The earliest material found in the tomb was early Neolithic carinated bowl pottery, which is the earliest pottery type found in Ireland. It dates to around 3700 BC and signifies the first phase of burial around the time the tomb was constructed. A range of flint artefacts, including a knife, three arrowheads and a hollow scraper are associated with a second phase of burial around 3500 BC. Pottery sherds dating to around 3400 BC indicate a third phase of burial. Furthermore, the tomb was used again in the Bronze Age with at least two cremation burials being put into the tomb around 2400 BC. Radiocarbon dates from bone samples and from charcoal indicate a long history of use for burial and subsequently as a focal point or important site in the landscape.

== Importance ==
The excavation and conservation of Killaclohane prompted a reassessment of two other megalithic structures in the vicinity. The new assessment suggested that both structures are also portal tombs.
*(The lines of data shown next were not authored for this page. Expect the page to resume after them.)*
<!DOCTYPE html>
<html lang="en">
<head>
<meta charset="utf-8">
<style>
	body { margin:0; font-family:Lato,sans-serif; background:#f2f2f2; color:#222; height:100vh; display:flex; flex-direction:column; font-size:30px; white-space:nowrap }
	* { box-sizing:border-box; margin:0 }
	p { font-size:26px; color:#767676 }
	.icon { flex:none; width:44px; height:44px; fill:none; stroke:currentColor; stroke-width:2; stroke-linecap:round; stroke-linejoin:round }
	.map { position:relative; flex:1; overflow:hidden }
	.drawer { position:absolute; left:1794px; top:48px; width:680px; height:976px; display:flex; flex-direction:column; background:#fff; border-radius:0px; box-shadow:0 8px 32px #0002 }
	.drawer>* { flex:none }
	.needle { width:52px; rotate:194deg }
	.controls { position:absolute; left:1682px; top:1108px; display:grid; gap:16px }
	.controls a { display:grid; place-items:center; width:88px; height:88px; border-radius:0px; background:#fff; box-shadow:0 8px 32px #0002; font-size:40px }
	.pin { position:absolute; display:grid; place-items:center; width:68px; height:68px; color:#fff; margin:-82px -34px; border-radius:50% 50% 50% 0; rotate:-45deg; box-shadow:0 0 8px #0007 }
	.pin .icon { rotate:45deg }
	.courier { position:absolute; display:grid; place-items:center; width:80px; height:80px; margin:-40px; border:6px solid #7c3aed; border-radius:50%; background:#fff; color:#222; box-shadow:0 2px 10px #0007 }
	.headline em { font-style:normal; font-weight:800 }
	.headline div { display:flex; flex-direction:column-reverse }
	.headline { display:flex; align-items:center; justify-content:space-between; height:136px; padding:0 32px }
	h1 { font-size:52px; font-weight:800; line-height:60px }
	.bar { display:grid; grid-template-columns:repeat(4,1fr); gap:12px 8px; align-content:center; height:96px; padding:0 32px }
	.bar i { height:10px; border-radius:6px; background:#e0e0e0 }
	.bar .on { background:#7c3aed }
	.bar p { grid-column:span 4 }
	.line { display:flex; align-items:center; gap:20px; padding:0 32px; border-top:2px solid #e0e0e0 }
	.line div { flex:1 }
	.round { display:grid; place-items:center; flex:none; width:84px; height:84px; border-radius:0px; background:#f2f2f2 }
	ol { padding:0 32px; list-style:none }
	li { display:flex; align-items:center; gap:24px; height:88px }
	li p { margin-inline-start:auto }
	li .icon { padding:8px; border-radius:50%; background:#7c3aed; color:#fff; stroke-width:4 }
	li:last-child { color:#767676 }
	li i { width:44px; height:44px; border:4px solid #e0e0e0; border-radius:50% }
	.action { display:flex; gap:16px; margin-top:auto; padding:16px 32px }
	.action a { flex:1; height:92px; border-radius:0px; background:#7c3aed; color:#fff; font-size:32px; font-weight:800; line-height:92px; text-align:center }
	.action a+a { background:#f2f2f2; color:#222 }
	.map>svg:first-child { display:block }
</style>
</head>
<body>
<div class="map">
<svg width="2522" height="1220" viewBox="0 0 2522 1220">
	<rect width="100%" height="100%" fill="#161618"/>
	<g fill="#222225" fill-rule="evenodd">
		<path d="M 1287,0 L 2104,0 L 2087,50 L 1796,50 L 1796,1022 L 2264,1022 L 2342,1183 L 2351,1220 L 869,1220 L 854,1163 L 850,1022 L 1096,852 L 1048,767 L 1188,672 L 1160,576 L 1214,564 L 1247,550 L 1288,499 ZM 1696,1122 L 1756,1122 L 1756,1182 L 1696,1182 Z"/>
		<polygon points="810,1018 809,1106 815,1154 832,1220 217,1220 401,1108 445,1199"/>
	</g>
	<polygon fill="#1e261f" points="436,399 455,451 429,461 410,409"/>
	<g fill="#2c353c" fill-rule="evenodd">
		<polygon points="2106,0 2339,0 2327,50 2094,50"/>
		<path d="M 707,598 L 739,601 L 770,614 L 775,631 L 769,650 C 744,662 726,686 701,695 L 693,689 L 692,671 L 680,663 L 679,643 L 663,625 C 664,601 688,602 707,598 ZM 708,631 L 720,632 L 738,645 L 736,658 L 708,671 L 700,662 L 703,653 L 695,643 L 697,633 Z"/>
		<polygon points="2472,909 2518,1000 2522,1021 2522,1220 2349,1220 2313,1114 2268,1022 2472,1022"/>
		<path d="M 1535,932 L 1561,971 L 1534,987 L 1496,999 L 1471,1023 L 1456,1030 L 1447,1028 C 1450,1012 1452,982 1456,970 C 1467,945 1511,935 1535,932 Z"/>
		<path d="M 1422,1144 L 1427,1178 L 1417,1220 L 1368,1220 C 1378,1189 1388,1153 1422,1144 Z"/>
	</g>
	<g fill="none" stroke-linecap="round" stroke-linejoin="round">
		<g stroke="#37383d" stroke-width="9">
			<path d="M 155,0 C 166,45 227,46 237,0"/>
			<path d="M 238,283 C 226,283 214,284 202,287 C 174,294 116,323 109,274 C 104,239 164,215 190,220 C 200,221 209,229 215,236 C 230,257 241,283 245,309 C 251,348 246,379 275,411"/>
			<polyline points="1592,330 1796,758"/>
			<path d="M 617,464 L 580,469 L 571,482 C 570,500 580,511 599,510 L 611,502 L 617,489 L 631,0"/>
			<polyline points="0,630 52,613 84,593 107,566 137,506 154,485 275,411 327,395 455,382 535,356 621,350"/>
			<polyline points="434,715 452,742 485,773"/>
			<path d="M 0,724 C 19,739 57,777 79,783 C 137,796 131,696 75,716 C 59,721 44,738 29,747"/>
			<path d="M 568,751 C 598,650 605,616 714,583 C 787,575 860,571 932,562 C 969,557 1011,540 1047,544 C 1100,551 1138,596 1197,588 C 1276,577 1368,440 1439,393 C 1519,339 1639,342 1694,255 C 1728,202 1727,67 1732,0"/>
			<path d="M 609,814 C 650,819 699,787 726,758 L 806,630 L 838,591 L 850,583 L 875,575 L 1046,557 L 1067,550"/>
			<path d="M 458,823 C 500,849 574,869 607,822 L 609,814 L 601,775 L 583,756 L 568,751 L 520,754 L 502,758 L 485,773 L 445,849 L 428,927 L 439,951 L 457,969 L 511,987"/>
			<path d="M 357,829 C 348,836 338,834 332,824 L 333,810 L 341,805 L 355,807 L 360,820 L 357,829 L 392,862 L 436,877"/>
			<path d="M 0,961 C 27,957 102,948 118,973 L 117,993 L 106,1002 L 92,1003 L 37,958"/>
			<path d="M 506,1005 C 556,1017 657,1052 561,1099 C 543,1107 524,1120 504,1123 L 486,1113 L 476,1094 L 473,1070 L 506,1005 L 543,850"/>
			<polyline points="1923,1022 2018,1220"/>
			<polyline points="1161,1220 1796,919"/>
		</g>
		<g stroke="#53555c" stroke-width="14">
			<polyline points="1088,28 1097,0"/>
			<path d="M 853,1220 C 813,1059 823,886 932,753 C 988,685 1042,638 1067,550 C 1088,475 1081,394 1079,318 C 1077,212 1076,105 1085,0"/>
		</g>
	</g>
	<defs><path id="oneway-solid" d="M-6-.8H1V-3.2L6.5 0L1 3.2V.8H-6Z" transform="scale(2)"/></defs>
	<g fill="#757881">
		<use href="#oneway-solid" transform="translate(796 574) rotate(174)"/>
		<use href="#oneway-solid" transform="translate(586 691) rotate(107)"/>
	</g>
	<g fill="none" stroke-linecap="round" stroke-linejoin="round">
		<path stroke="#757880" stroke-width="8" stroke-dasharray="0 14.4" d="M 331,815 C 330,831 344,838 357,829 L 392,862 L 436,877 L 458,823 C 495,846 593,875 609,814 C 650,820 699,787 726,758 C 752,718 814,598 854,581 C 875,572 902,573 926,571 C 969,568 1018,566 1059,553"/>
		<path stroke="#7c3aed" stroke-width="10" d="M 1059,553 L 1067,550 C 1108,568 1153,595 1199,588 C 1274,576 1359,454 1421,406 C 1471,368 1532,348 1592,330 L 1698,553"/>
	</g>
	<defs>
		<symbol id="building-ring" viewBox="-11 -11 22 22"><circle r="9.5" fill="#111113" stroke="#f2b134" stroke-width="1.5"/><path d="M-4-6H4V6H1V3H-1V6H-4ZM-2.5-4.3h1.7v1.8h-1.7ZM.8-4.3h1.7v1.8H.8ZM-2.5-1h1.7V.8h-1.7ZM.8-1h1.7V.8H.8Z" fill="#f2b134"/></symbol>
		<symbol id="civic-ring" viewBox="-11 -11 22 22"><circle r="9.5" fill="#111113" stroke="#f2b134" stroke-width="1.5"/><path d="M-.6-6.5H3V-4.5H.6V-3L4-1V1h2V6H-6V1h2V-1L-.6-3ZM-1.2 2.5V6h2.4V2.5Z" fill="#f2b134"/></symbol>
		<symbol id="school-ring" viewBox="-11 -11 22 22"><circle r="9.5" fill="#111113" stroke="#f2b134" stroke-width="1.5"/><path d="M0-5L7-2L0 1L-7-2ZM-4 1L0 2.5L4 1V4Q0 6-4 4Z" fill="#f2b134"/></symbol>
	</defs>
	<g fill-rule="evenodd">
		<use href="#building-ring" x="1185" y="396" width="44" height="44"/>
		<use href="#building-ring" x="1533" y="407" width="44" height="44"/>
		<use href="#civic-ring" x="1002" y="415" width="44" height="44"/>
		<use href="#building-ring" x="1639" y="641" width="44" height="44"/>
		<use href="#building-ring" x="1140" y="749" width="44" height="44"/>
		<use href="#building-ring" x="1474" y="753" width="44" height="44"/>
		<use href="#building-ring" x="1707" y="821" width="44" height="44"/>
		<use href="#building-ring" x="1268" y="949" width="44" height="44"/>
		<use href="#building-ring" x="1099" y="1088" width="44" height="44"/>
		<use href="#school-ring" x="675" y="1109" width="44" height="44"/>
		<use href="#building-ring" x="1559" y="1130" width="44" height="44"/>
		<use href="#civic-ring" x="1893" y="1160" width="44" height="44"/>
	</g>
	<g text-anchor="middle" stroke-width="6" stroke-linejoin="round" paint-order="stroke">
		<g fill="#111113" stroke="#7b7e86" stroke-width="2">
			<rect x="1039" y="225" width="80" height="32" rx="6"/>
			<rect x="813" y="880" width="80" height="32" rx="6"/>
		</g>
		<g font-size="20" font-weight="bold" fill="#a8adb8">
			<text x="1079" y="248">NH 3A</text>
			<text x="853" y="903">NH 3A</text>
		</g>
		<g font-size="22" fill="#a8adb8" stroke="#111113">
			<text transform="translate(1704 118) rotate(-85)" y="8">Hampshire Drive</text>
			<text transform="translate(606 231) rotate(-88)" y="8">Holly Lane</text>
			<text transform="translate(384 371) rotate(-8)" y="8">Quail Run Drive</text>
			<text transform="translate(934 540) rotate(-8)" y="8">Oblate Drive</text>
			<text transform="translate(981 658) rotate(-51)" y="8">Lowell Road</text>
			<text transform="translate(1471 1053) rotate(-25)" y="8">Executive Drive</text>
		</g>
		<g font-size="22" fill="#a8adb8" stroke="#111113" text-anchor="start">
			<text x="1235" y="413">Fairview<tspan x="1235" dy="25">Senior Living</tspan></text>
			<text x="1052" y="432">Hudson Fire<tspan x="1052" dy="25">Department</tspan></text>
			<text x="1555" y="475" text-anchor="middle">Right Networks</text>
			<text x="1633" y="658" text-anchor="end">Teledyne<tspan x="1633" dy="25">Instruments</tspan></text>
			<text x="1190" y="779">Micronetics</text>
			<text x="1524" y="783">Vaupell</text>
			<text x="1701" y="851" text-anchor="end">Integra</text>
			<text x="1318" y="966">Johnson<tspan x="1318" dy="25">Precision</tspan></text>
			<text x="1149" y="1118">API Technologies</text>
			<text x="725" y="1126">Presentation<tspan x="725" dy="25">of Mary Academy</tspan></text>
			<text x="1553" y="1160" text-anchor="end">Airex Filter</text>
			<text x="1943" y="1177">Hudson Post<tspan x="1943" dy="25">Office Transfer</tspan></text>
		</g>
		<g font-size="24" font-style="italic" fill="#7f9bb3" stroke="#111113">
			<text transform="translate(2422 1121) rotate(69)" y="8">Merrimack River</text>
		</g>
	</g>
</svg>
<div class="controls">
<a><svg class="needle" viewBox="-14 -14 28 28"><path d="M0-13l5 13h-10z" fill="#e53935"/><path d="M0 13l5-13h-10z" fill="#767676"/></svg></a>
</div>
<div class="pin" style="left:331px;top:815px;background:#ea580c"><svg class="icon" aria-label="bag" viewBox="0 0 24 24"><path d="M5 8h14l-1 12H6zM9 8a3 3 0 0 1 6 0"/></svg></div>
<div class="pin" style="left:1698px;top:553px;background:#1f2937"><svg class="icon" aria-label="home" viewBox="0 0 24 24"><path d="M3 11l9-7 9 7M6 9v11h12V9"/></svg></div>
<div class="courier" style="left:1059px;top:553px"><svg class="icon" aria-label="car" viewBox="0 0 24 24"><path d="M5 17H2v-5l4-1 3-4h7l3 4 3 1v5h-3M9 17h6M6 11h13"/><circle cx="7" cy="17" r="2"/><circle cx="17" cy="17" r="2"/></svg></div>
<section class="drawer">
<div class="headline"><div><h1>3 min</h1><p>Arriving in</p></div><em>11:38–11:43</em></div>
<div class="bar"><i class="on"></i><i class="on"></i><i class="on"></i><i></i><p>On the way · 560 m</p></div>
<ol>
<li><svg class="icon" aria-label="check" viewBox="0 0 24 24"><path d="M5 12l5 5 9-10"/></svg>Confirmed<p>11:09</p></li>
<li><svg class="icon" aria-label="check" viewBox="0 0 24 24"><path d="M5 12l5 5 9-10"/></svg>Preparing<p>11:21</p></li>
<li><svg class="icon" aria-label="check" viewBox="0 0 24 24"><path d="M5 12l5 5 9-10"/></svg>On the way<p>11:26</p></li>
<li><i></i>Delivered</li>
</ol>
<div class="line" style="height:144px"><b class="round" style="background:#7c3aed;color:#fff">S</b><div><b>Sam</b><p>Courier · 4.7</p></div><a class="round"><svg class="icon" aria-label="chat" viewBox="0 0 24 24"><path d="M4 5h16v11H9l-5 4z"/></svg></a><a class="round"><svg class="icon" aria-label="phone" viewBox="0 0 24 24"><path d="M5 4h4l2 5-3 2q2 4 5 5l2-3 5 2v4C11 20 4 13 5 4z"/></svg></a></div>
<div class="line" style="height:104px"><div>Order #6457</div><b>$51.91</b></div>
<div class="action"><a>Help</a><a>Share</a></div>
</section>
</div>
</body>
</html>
The second tomb is located in the same townland in Killaclohane Wood, a public recreational area and it was excavated in 2017 and 2018. A third tomb in the adjacent townland of Brackhill has not been excavated yet. These three tombs comprise a small cluster of portal tombs, a monument type which is predominantly found in the northern half of Ireland and it is the only cluster of portal tombs found in Munster.